The last time we interviewed Gord Rand for the Nominee Interview Series, it was 2013 and he’d been nominated for a zero-budget workshop production staged in an abandoned office building. This time around the engrossing actor is nominated for Best Actor in a Play for an expensive mainstage show (The Philanderer) with one of the biggest companies in the country (The Shaw Festival). But even surrounded by established stars, on a grand set, spouting a Shavian script, it’s that same passion and truthfulness that could carry the most independent of enterprises that makes Gord stand out as one of the country’s great leading men.
What have you been up to since we spoke with you for our 2012 Interview Series?
I’ve finished a documentary – Goodness in Rwanda – and toured it around festivals, we’ve won a couple of awards. I’m writing for the Tarragon theatre – they’re producing a play of mine The Trouble with Mr Adams next season. And I’m trying to get another doc and a feature made. And hanging out with my wife and two kids.
You got your start at the Shaw Festival and have been back many times over the years. Is there a sense of homecoming when you return after a few seasons away?
I always love returning to the Shaw. It’s always felt like home, and I always pay a visit to the box office where I started and where the faces have all changed since my time there!
Your nomination this year is for The Philanderer, one of Shaw’s lesser-loved texts. Did that fact add to the challenge of the production at all? Do you think that’s a well-founded opinion on the play or do you think it’s better than reputed?
I think it’s better than reputed. Lisa [Peterson, the director] has worked a lot on new plays throughout her career, and I’ve always torn apart plays in rehearsal. It’s important for me to be irreverent to the playwright no matter who he or she is – it’s part of my process – and we did that to Mr Shaw plenty of times. But at one instance, Lisa pointed out that this was his second play – and as a playwright working through learning how to write, this struck me – and that he touches on some of his great themes in it: the Life Force, women’s rights etc. So put in context of his career, it certainly is not his pinnacle, but it’s also not his worst. He was also fighting to make a commercial play too, and that helps, because he plays with the farce form quite ingeniously.
Tell us about working with Marla McLean and Moya O’Connell as your contrasting love interests.
What can I say, they are beautiful, talented, smart and funny. My job is the best job in the world.
In act two the action shifts to the Ibsen Club, which looked like the Emerald City. Were design choices like that (and the stark look of the final act) a signal of a larger heightened or surreal interpretation of the text?
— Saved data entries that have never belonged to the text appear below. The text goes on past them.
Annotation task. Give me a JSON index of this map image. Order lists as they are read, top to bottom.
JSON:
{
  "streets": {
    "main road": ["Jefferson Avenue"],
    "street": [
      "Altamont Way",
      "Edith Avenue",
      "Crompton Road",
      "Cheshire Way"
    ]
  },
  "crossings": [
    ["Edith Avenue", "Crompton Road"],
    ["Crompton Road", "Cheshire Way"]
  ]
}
Lisa always goes for insightful impact – which is something I really admire about her. So definitely, the second act was trying to create a period setting that was also somewhat modernist and dreamlike, a place that people nowadays would like to be. And the final act was a realization of the anti romance of it. Stark realism, the fires of passion smoking and smoldering but not burning everything up.
The final act of your production was actually a discarded draft Shaw didn’t include in the final version of his play. How did the alternate ending alter the play as a whole?
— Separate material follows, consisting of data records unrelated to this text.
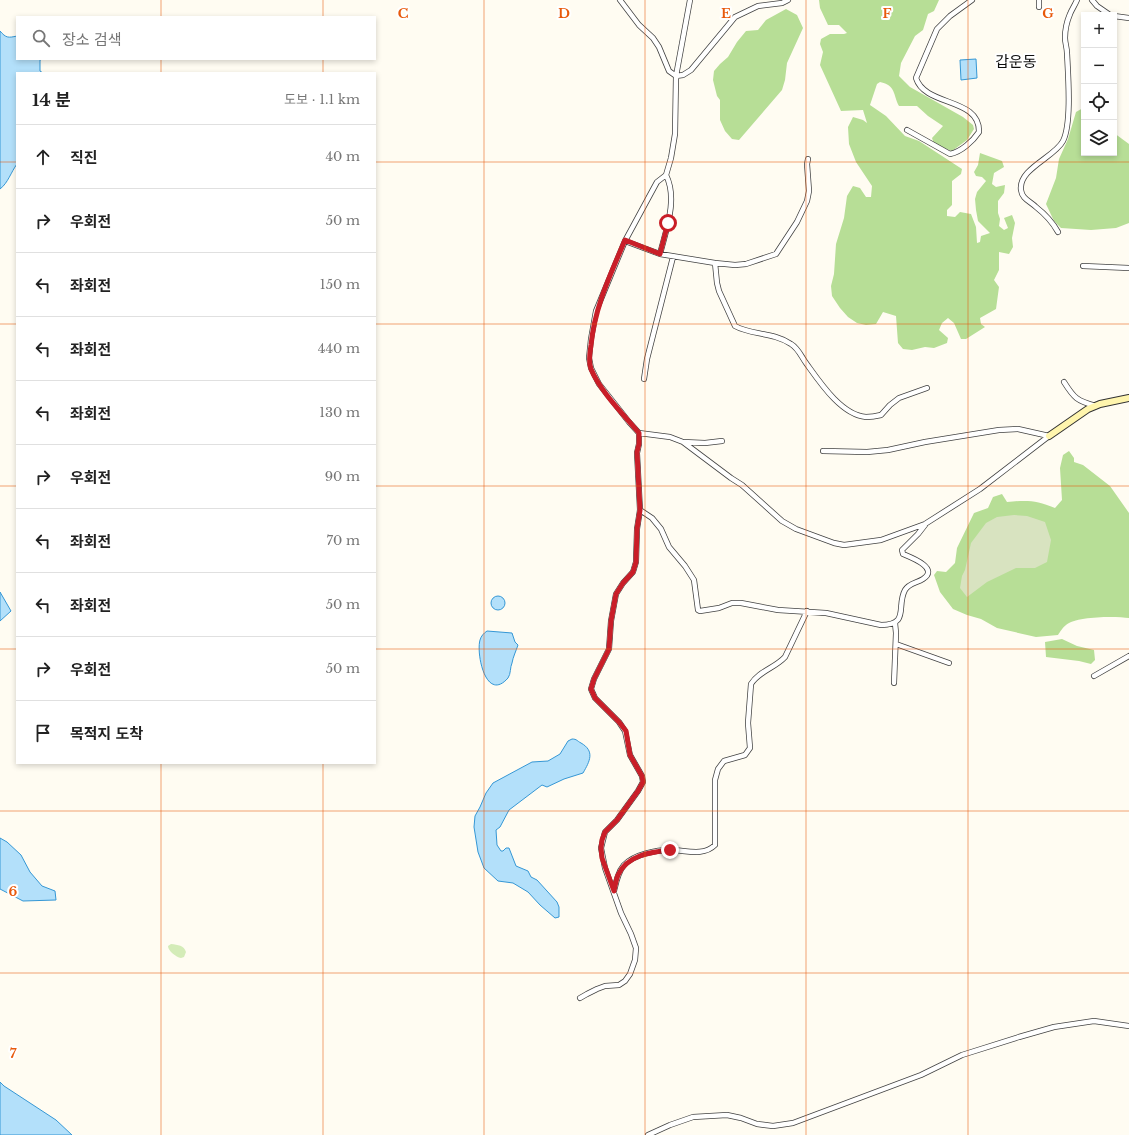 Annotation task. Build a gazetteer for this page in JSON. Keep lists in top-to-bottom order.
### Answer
{
  "districts": ["갑운동"],
  "page": {
    "map_buttons": ["+", "−"],
    "search": "장소 검색",
    "heading": ["14 분", "도보 · 1.1 km"],
    "list": [
      ["직진", "40 m"],
      ["우회전", "50 m"],
      ["좌회전", "150 m"],
      ["좌회전", "440 m"],
      ["좌회전", "130 m"],
      ["우회전", "90 m"],
      ["좌회전", "70 m"],
      ["좌회전", "50 m"],
      ["우회전", "50 m"],
      "목적지 도착"
    ]
  },
  "grid": {
    "columns": [
      "C",
      "D",
      "E",
      "F",
      "G"
    ],
    "rows": ["6", "7"]
  }
}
It’s a much more thoughtful ending. The published third act is not nearly as interesting. He tries to wrap things up in a neat bow, but his arguments and structure make that basically impossible. So the unpublished third act provides a lot more open-endedness but its more satisfying.
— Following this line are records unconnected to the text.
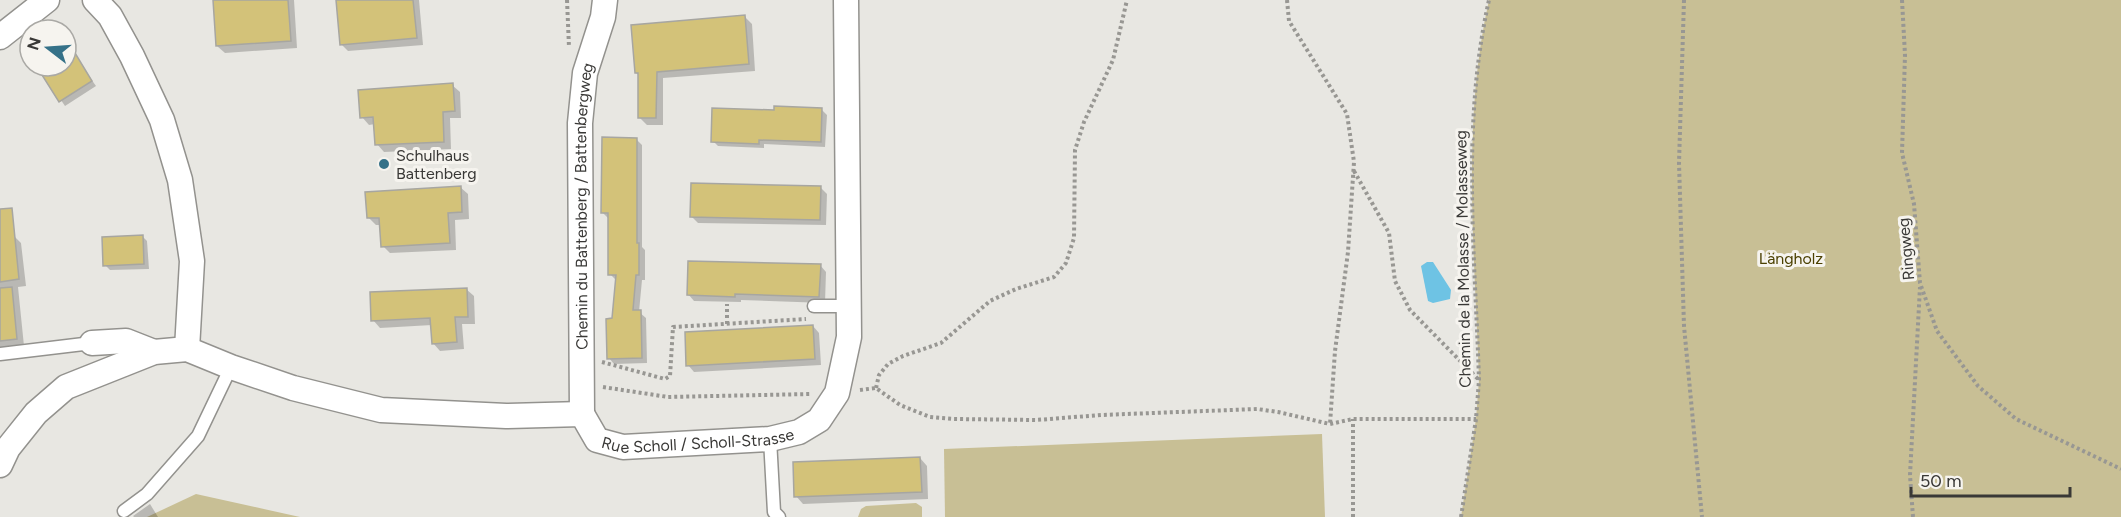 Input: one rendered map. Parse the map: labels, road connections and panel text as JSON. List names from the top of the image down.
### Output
{
  "streets": {
    "street": ["Chemin du Battenberg / Battenbergweg", "Rue Scholl / Scholl-Strasse"],
    "path": ["Ringweg", "Chemin de la Molasse / Molasseweg"]
  },
  "crossings": [
    ["Chemin du Battenberg / Battenbergweg", "Rue Scholl / Scholl-Strasse"]
  ],
  "parks": ["Längholz"],
  "places": ["Schulhaus Battenberg"],
  "scale_bar": "50 m",
  "north": "left"
} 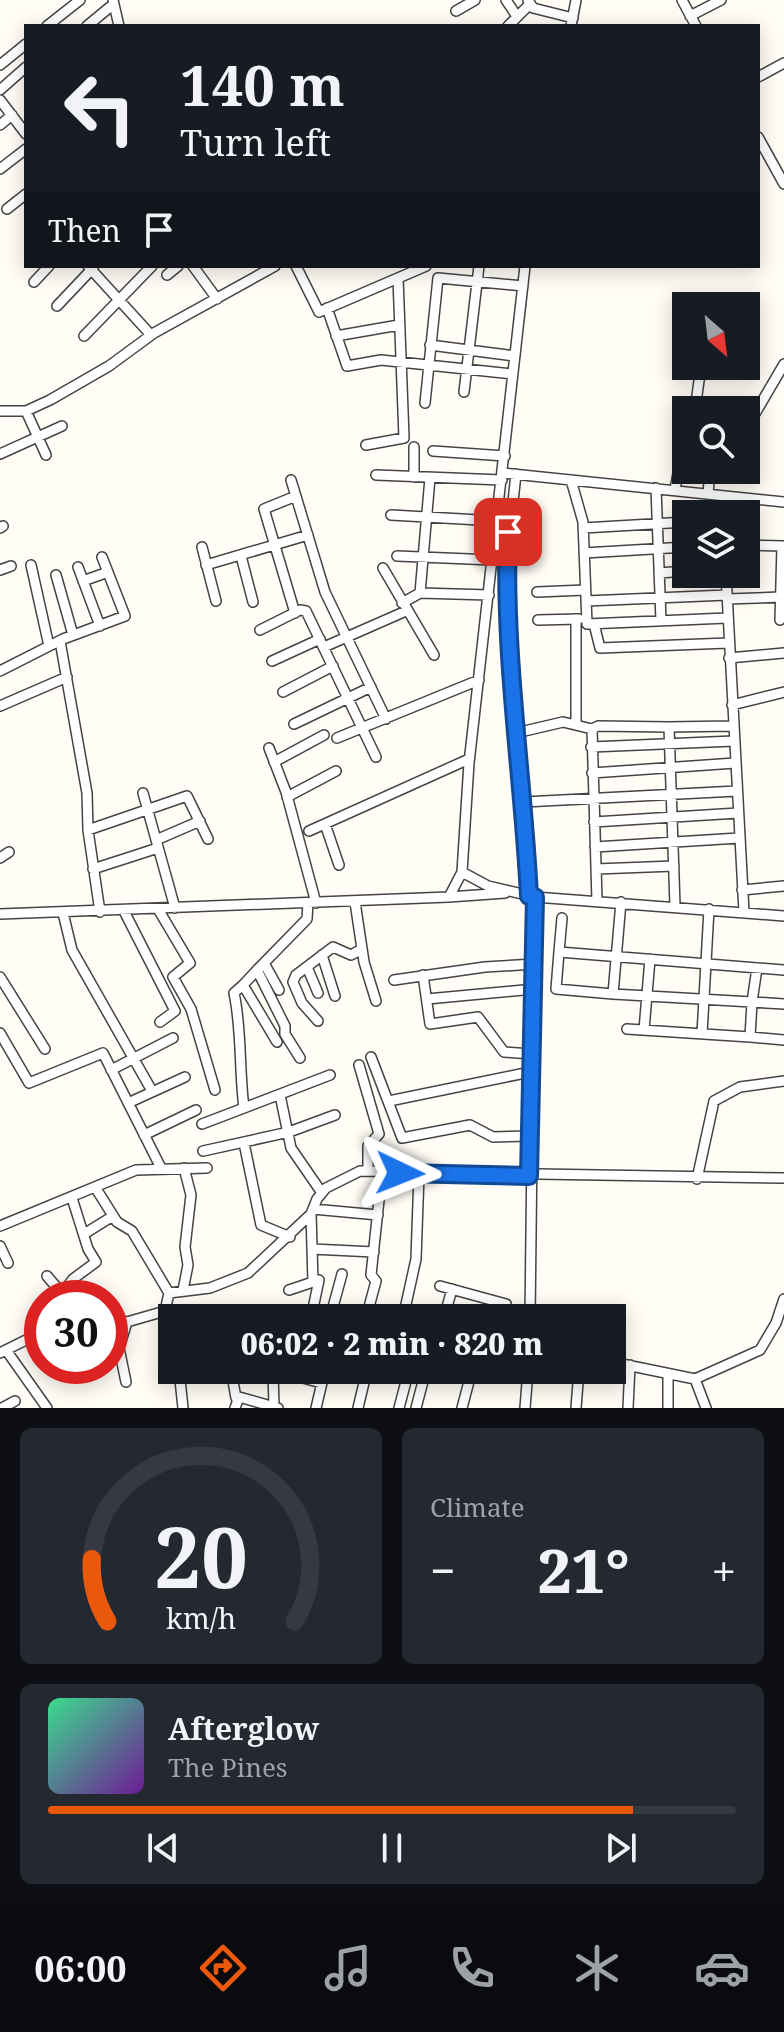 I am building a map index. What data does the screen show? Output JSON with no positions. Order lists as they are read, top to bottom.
{
  "north": "bottom right",
  "page": {
    "turn": ["140 m", "Turn left"],
    "then": "Then",
    "limit": "30",
    "trip": "06:02 · 2 min · 820 m",
    "tile": "Climate",
    "heat": ["−", "21°", "+"],
    "song": ["Afterglow", "The Pines"],
    "tabs": "06:00",
    "gauge": ["20", "km/h"]
  }
}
Tell us about working with director Lisa Peterson.
She’s wonderful. She’s directing my play at Tarragon. She’s funny and playful and risky and knowledgeable and she pushes actors hard in a gentle way. She’s great. I recommend her!
Do you have a favourite moment from that production?
Not that can be published.
Who are some of your favourite people on the Shaw stage professionally and personally?
Michael Ball is the best stage actor in Canada. He’s well known to people who know him, but not known by those who don’t and that is a great shame.
Do you try and see every play in the season? What were some of your favourites of 2014?
Yes, I do. The Sea jumped out at me as did Cabaret.
You’re jumping over to Stratford this summer to star in Oedipus Rex. How similar or different is the culture at the larger festival compared to Shaw?
I think it will have its challenges – but I am blissfully unaware of them at present. But really, theatres – big and small – are all trying to do a very difficult and rewarding thing: which is to tell stories live in front of people, and make an event that will never happen again.
What can you tell us about Oedipus Rex?
He killed his dad and is fucking his mom. [wink]. It’s a challenge! It’s a big masterpiece and I have to do it. So what can I tell you about Oedipus Rex? He’s intimidating as hell, man!